Simulated Microgravity Condition Alters the Gene Expression of some ECM and Adhesion Molecules in Adipose Derived Stem Cells

Abstract

Adipose- derived stem cells (ADSCs) are widely used for tissue engineering and regenerative medicine. The beneficial effects of ADSCs on wound healing have already been reported. Remodeling of extracellular matrix (ECM) is the most important physiological event during wound healing. ECM is sensitive to mechanical stresses and the expression of its components can be therefore influenced. The aim of this study was to investigate the effect of simulated microgravity on gene expression of some ECM and adhesion molecules in human ADSCs. After isolation and characterization of ADSCs, cells were exposed to simulated microgravity for 1, 3 and 7 days. Real-time PCR, fluorescence immunocytochemistry, and MTT assay were performed to evaluate the alterations of integrin subunit beta 1 (ITGB1), collagen type 3 (ColIII), matrix metalloproteinase-1 (MMP1), CD44, fibrillin (FBN1), vimentin (VIM) genes, and ColIII protein levels as well as cells viability. Microgravity simulation increased the expression of ITGB1, ColIII, MMP1, and CD44 and declined the expression of FBN1 and VIM genes. ColIII protein levels also increased. There were no significant changes in the viability of cells cultured in microgravity. Since the high expression of ECM components is known as one of the fibroblast markers, our data suggest that pretreatment of ADSCs by simulated microgravity may increase their differentiation capacity towards fibroblastic cells. Microgravity had not adversely affected the viability of ADSCs, and it is likely to be used alone or in combination with biochemical inducers for cell manipulation.

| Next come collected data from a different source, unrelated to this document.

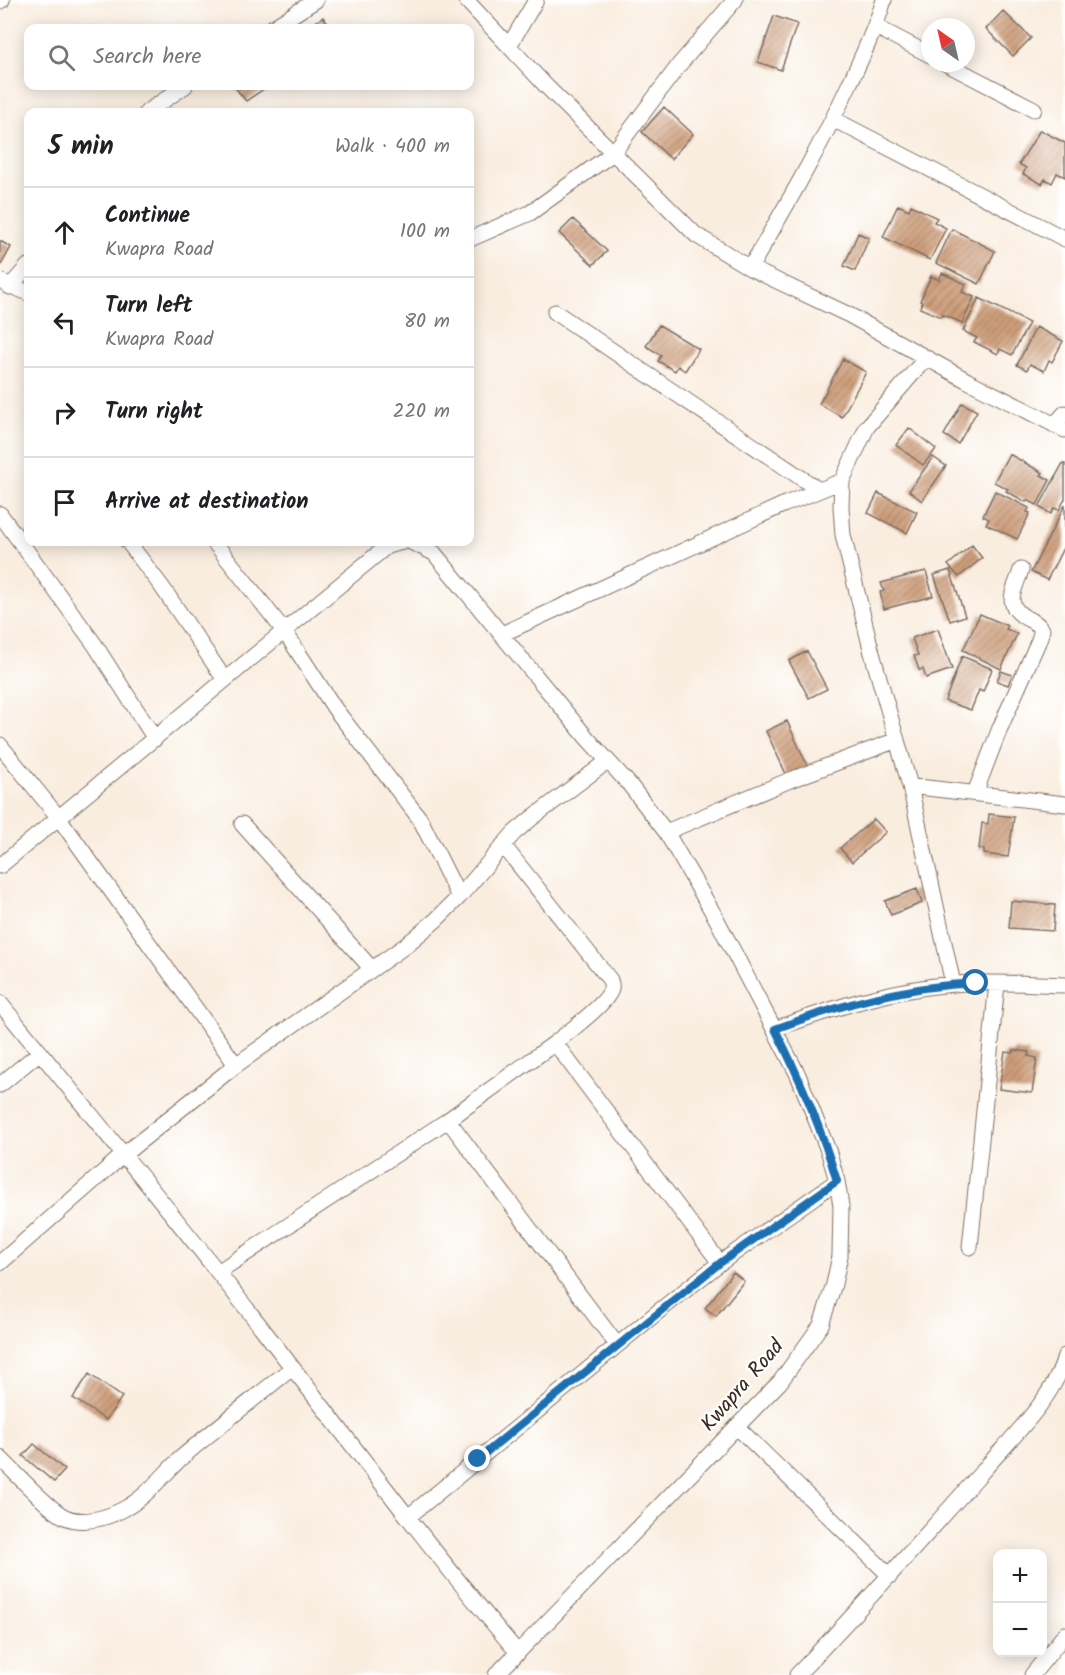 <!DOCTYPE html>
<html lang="en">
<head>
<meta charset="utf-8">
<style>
	body { margin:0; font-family:Kalam,sans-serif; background:#f2f2f2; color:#202124 }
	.controls { position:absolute; right:18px; bottom:18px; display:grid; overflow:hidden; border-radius:12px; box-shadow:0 3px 15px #0003 }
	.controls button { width:54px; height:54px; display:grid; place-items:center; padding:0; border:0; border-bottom:2px solid #e0e0e0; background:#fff; color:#202124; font:30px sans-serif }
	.compass { position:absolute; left:921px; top:18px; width:54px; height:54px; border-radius:50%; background:#fff; box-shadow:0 3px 15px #0003; rotate:326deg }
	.stop { position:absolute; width:18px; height:18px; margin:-14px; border:4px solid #1f6fb2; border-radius:50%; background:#fff }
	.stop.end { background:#1f6fb2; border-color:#fff; box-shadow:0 2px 6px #0008 }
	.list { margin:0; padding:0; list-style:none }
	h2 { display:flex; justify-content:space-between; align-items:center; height:78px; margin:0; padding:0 24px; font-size:26px }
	h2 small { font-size:20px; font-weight:400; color:#757577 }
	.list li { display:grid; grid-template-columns:39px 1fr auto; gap:18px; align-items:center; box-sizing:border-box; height:90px; padding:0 24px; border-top:2px solid #e0e0e0 }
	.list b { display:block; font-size:22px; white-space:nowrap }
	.list p { margin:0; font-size:20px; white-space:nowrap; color:#757577 }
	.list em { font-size:20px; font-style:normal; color:#757577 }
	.icon { flex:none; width:33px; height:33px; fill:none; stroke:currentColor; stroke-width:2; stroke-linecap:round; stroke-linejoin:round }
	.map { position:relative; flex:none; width:1065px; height:1675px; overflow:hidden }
	.search { position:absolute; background:#fff; box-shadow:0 3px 15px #0003; left:24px; top:24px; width:450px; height:66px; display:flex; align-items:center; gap:15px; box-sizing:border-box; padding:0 21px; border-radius:12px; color:#757577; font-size:22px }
	.panel { position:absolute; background:#fff; box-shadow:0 3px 15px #0003; left:24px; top:108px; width:450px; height:438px; border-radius:12px }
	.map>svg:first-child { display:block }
	.building { fill:url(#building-hatch) }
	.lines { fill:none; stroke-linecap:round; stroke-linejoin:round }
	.minor-casing { stroke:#7e6e62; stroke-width:17 }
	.minor { stroke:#fff; stroke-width:15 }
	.route { stroke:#1f6fb2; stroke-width:8 }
	.labels { text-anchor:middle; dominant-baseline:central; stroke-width:4.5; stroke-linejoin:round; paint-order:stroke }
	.street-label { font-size:21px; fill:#3b2a1e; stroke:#fff }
</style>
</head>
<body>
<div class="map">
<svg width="1065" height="1675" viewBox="0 0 1065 1675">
	<defs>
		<pattern id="building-hatch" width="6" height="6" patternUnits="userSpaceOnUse" patternTransform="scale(1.5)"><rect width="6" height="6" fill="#ce9e7a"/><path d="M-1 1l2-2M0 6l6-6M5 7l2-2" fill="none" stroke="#a88163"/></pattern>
	</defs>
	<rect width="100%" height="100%" fill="#fff"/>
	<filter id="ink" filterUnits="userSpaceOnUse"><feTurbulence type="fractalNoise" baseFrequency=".0167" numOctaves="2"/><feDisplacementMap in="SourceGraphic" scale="12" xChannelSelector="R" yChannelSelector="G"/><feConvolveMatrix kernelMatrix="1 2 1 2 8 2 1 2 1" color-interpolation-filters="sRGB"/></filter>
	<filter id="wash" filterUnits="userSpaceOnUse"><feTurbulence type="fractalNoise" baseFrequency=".008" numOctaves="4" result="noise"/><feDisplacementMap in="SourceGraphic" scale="24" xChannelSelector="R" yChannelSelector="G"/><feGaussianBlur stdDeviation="1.35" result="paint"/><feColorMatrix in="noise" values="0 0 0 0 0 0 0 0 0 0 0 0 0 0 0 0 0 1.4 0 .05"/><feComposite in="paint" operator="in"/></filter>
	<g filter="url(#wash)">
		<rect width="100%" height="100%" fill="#f9eddf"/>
		<g id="blocks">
			<path class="building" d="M1003 11 1031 38 1013 56 986 29Z
				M774 16 797 24 781 70 758 62Z
				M323 17 331 28H307Z
				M234 86H268L246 101Z
				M664 107 693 134 671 159 642 132Z
				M1040 130 1065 143V177L1057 173 1052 183 1045 179 1042 184 1023 174 1026 168 1019 164Z
				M898 205 909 210 911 205 937 218 934 222 946 228 930 260 883 237Z
				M573 219 607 251 593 265 559 233Z
				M952 229 995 251 979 284 936 263Z
				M858 233 869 238 855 271 844 266Z
				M0 241 11 247 0 267Z
				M942 273 966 284 962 292 974 297 962 323 942 314 941 317 920 308 922 302 920 301 931 276 939 280Z
				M979 298 1029 323 1012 355 1000 349 998 354 974 342 977 338 963 331Z
				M659 325 699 349 685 371 678 366 675 371 658 361 661 355 646 346Z
				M1036 327 1063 341 1052 362 1049 360 1044 371 1030 364 1027 370 1017 365Z
				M843 359 866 372 842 417 819 404Z
				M962 403 977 411 958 444 944 435Z
				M909 428 936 449 923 465 896 445Z
				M1009 454 1043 473 1041 475 1050 480 1037 505 1027 500 1026 502 1006 491 1008 489 994 482Z
				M933 457 946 466 922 501 909 491Z
				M1063 463 1065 464V499L1059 510 1054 508 1051 514 1039 507Z
				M995 491 1029 508 1027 512 1030 513 1017 539 986 524 989 519 983 516Z
				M878 493 917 512 907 533 868 513Z
				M1065 505V544L1047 580 1031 572Z
				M972 545 982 558 959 577 948 565Z
				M950 570 965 616 950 621 934 575Z
				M926 571 933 596 884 609 880 592 884 591 881 583Z
				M980 614 1008 626 1006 629 1017 634 1001 669 963 650Z
				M938 629 952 669 926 678 923 669 919 670 914 656 918 655 912 638Z
				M807 651 827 689 809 698 789 661Z
				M962 656 992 669 983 692 979 690 971 710 945 701Z
				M1001 671 1012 675 1008 685 997 681Z
				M787 721 808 767 787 776 766 731Z
				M989 814 1014 817 1008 857 984 854V849H979L982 823 988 824Z
				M874 819 886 832 852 862 840 848Z
				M917 889 922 903 891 915 885 901Z
				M1011 901 1055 905 1053 931 1009 928Z
				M1014 1050 1029 1052 1028 1056 1037 1058 1032 1093 999 1089 1005 1052 1013 1053Z
				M733 1272 744 1281 716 1316 705 1308Z
				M89 1374 122 1397 106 1420 73 1398Z
				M34 1444 65 1470 54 1482 23 1456Z"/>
		</g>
	</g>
	<g filter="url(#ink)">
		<use href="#blocks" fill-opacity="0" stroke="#7e6e62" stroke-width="1.5"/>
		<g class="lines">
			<g class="minor-casing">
				<path id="minor" d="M466 0 546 86 696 235 750 268 849 315 968 381 1065 430
					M0 1 2 0
					M876 27 930 55
					M272 28 316 0
					M509 46 536 0
					M945 63 1034 109
					M147 112 185 86
					M833 119 1065 239
					M470 239 530 213 613 153 679 65 735 0
					M750 268C785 208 820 148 849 85 862 57 875 30 884 0
					M0 281 28 293
					M10 287 28 266
					M555 312 819 490
					M926 358 867 427 842 481 841 507 843 535 872 653 910 786 953 984
					M1054 425 1065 413
					M0 514 95 645 155 739
					M128 542 162 587 225 680
					M411 542 434 553 587 738 629 784 666 832 716 918 798 1075 829 1153 837 1181 841 1206 840 1256 834 1284 821 1325 780 1382 496 1675
					M502 634 783 505 842 481
					M0 745 59 818 236 1065
					M910 786 1065 804
					M975 793 1000 728 1039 640 1042 630C1038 623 1032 621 1026 618 1003 604 1014 592 1021 570
					M242 824 371 968
					M666 832 790 780 897 740
					M503 845 610 980C611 983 612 987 611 989 608 1003 567 1033 555 1043
					M0 866 387 546 403 542
					M459 897 514 833 532 818 608 761
					M0 1003C72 1092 146 1181 217 1271 318 1398 413 1529 518 1653
					M775 1029C833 1008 892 989 954 984 991 981 1028 984 1065 985
					M0 1085 40 1052
					M970 1247 997 984
					M0 1263 123 1155 236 1065 405 946 436 920 459 897 420 819 335 709 285 632 214 542
					M218 1272 448 1120
					M617 1345 448 1120 555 1043 720 1263
					M737 1427 890 1576
					M0 1458C15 1472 48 1509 65 1517 83 1525 106 1518 122 1510 146 1498 162 1476 181 1458 217 1427 255 1398 292 1368
					M408 1517 659 1311 720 1263 837 1181
					M797 1675C860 1609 921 1541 981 1473 1009 1440 1055 1398 1065 1356
					M1032 1675 1065 1634"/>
			</g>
			<use href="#minor" class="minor"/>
		</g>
	</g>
	<g class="lines" filter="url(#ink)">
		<path class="route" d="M478 1459 720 1263 837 1181C821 1128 800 1078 775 1029 840 1005 905 986 976 983"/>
	</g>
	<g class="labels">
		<g class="street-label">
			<text transform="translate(743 1386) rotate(-49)">Kwapra Road</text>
		</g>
	</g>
</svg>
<div class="controls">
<button>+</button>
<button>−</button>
</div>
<svg class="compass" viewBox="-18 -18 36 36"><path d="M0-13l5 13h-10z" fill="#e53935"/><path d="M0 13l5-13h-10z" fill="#757577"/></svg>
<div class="stop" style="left:976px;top:983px"></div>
<div class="stop end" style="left:478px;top:1459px"></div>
<div class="search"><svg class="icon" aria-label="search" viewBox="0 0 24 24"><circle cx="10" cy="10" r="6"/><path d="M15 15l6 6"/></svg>Search here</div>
<section class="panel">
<h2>5 min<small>Walk · 400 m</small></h2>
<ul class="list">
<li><svg class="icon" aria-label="ahead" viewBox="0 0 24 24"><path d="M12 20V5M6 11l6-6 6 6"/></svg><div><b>Continue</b><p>Kwapra Road</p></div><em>100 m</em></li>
<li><svg class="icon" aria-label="left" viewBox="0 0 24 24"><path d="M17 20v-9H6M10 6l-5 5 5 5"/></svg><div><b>Turn left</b><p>Kwapra Road</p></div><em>80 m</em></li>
<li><svg class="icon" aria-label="right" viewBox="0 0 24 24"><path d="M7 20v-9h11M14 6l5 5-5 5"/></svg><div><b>Turn right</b></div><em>220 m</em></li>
<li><svg class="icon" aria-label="arrive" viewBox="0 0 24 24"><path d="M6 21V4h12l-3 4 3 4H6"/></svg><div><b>Arrive at destination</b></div></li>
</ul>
</section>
</div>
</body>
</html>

Keywords: Adipose- derived stem cells; adhesion molecules; extracellular matrix; simulated microgravity.

Fig. 1

Isolated ADSCs with the enzymatic method from lipoaspirate samples. (A). Following a 48- hour SVF culture, fibroblast-like spindle shape cells can be clearly observed (100x).The arrows indicate the remains of oil spots from digested fat. (B). After changing medium, ADSCs at 40-50% confluence were observed. Magnification 100 x

Fig. 2

Characterization of ADSCs. Figures A to F show the ability of human ADSCs to differentiate into adipocyte and osteoblast lineages (100x). (A and D) ADSCs cultured in control media; (B and C) ADSCs cultured in the presence of adipogenic inducer for 9 days and stained with Oil Red O dye. Arrows show the accumulation of lipid vacuoles indicating differentiation to adipogenic cell lineage; (E and F) ADSCs cultured in the presence of osteogenic inducer for 15 days and stained with Alizarin Red S dye. Production of orange-red calcium deposits demonstrated the successful differentiation of ADSCs to osteogenic cell lineage. (G) Immunophenotypic characterization of human MSCs were carried out using flow cytometry. Third-passage of isolated ADSCs was positive for MSCs markers including CD90, CD73 and CD105 and negative for hematopoietic markers including CD34 and CD45 (for all the donors)

Fig. 3

Cell viability of ADSCs cultured in simulated microgravity (SMG) and static culture after 7 days. There were no statistically significant changes in viability between two culture conditions (n=3)

Fig. 4

Relative gene expression analysis of some ECM and adhesion molecules under simulated microgravity condition for the 1, 2 and 7 days in comparison to the control group in normal gravity (n=3). Gene's expressions were normalized to GAPDH in the same samples. Values are mean ± staandard deviation; *indicates P<0.05

Fig. 5

Fluorescence immunocytochemistry analysis of ColIII. (A and B) Anti-ColIII staining in cells cultured in normal or 1g condition. (C and D) Anti- ColIII staining in cells cultured in simulated microgravity condition for 7 days. (A and C) Anti- ColIII staining without Hoechst treatment. (B and D) Anti-ColIII staining plus Hoechst treatment. The circle shows cell aggregated production. ImageJ was used to quantify the COLIII-positive area in six randomly chosen fields for each experiment (n =3). P<0.05 was considered statistically significant. Magnification 100x.